However, based on surveys and statistics, Utah drivers are more “middle of the pack” than “bottom of the barrel.”
"I sometimes hear that Utah drivers are the worst but I don’t think that is the case,” said Brent Wilhite, a spokesman for Utah’s Zero Fatalities safety program. “I think you have to look at your own driving habits. You have probably done the same thing to someone else on the highway."
You have to look at your own driving habits. You have probably done the same thing to someone else on the highway.
–Brent Wilhite, Utah's Zero Fatalities program
Allstate Insurance got in on the best driver bandwagon, ranking the country's top 200 largest cities.
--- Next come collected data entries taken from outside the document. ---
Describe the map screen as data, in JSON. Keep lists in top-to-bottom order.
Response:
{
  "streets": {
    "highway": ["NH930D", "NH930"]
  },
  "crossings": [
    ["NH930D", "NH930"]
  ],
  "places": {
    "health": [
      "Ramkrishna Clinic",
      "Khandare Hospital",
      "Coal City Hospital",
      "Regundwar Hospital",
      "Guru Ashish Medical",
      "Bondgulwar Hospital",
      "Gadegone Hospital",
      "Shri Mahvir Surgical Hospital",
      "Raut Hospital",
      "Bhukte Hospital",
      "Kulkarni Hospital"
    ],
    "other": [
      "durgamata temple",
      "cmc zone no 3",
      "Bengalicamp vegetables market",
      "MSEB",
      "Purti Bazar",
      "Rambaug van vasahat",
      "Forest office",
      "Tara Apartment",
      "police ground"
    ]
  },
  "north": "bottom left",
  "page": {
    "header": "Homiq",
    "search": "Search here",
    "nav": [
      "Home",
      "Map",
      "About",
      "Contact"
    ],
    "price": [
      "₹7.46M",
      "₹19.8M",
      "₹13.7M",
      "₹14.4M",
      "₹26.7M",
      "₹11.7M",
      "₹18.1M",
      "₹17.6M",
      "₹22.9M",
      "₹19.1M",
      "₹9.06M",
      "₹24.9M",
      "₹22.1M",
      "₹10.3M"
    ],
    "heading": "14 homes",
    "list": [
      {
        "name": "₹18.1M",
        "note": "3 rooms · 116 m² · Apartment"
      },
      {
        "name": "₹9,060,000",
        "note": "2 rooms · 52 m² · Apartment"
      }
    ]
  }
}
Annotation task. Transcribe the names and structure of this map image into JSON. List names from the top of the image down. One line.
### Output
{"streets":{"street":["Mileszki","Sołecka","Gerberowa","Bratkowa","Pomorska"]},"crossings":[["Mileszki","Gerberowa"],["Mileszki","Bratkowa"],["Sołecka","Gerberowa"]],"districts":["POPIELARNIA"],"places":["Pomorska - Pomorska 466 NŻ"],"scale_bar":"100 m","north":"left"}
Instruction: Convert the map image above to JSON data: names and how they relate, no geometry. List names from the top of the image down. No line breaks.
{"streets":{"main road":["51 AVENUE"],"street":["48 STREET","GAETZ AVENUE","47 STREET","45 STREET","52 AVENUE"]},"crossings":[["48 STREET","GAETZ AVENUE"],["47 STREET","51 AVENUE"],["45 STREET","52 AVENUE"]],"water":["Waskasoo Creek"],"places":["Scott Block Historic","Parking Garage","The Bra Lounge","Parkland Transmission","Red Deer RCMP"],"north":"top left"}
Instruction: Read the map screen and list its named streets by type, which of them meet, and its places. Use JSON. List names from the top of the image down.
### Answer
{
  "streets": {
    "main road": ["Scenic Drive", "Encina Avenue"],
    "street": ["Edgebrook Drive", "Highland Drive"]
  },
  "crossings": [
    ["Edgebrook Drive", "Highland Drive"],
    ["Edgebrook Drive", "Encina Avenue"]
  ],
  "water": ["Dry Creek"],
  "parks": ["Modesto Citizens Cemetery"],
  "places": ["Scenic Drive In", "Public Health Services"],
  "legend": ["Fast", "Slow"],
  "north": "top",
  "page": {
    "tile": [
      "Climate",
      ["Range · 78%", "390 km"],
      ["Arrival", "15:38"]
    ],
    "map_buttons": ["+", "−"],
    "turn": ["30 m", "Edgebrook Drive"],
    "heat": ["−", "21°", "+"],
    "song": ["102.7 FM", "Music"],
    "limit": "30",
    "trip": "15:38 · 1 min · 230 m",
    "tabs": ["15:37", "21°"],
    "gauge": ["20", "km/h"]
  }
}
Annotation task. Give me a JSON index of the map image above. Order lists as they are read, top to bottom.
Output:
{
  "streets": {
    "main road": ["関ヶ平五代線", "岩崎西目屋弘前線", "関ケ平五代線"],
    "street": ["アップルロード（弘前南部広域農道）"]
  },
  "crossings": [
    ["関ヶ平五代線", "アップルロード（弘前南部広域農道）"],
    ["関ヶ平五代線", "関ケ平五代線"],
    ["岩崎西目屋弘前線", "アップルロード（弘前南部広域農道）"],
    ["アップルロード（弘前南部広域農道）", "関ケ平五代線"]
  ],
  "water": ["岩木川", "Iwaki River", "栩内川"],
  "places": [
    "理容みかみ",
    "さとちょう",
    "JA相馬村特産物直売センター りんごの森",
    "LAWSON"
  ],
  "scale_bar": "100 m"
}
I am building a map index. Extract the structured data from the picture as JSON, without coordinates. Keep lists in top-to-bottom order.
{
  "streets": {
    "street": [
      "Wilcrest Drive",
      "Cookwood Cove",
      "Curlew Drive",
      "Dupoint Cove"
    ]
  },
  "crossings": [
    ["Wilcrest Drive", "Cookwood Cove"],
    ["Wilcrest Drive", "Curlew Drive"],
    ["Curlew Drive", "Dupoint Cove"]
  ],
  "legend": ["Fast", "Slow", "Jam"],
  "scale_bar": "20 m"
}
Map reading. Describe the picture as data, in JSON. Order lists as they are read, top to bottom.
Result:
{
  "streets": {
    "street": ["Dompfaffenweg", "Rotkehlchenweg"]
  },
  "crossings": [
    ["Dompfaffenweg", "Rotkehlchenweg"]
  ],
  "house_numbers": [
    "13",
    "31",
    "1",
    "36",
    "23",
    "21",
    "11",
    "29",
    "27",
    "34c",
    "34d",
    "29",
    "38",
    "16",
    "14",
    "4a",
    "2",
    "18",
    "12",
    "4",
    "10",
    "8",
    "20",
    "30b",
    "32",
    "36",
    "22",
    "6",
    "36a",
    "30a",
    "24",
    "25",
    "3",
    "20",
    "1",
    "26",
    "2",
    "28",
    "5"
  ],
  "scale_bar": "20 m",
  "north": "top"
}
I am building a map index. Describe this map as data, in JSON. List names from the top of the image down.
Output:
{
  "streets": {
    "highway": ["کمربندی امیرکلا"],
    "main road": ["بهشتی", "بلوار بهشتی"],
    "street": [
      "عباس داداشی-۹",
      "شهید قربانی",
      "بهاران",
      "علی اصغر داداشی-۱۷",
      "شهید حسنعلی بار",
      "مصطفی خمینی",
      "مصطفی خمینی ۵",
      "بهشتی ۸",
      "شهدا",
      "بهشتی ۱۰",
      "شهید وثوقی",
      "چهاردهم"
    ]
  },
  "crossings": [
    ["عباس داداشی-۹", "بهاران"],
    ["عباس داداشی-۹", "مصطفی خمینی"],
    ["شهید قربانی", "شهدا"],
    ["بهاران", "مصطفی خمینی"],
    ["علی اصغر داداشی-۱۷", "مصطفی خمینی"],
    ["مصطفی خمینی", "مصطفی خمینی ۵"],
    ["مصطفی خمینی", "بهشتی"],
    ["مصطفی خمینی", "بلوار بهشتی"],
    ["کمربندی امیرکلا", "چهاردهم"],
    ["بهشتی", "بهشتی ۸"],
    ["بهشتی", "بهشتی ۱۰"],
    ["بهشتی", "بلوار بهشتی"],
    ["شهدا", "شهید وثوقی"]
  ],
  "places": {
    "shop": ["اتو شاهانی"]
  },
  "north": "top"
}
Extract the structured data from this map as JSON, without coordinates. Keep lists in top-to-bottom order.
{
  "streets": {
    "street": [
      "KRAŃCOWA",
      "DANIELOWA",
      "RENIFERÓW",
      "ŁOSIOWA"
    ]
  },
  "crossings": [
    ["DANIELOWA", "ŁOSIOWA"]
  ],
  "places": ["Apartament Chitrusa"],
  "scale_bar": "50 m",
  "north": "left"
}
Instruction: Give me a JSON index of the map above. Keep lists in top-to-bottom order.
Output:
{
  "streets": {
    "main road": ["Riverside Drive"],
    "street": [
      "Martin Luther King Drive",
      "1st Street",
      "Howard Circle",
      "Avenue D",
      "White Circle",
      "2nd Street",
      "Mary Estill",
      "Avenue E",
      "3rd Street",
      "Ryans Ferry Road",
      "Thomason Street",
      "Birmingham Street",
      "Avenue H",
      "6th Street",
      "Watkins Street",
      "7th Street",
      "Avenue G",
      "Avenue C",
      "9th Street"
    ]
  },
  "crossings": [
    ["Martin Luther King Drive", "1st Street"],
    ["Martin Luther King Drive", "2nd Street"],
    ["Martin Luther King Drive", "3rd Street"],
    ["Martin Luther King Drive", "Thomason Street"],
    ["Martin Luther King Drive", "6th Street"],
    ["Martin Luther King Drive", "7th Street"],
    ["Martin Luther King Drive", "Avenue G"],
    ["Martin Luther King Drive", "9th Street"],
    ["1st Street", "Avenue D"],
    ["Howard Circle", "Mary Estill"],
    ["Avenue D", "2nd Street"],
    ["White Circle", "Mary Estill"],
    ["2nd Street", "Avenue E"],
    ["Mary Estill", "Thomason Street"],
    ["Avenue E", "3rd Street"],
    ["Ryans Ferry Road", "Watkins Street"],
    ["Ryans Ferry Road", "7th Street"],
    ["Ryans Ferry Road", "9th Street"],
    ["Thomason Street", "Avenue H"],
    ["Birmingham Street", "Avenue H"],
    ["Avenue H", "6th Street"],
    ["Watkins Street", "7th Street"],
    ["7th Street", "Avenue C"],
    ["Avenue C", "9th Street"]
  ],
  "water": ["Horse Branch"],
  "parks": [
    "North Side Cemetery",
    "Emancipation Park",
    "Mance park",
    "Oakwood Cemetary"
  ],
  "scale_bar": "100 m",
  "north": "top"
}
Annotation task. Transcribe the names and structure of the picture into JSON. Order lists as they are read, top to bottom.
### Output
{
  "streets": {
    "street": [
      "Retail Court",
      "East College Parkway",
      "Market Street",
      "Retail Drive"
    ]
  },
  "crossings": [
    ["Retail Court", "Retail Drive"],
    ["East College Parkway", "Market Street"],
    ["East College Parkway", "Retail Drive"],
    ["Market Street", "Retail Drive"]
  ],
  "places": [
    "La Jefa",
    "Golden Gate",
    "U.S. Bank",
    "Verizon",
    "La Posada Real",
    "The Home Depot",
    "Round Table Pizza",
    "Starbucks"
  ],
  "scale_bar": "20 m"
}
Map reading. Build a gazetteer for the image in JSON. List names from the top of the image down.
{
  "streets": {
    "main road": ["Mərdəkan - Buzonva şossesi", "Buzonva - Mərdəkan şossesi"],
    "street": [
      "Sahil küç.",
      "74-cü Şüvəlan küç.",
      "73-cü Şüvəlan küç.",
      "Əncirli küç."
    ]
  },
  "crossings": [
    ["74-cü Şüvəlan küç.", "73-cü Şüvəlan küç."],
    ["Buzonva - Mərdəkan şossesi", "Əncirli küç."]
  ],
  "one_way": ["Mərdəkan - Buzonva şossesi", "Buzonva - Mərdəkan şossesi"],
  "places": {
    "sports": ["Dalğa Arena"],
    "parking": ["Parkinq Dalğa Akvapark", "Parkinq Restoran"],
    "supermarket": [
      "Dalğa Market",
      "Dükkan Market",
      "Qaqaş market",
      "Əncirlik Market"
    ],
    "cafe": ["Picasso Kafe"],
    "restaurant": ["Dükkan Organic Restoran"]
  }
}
Using actuarial research on how frequently drivers will be involved in a crash, Salt Lake City was number 102, with an average 9.2 years between collisions.
The state ranked 20th on a Motorcycleinsurance.org national scorecard, which used responses to questions from driver tests.
Wilhite said Utah has the lowest alcohol-related fatality rate in the nation. The National Highway Traffic Safety Administration (NHTSA) reported that of the 235 fatalities in the state, only 22 percent involved alcohol. For most states, alcohol is involved in anywhere from 33 to 54 percent of traffic fatalities.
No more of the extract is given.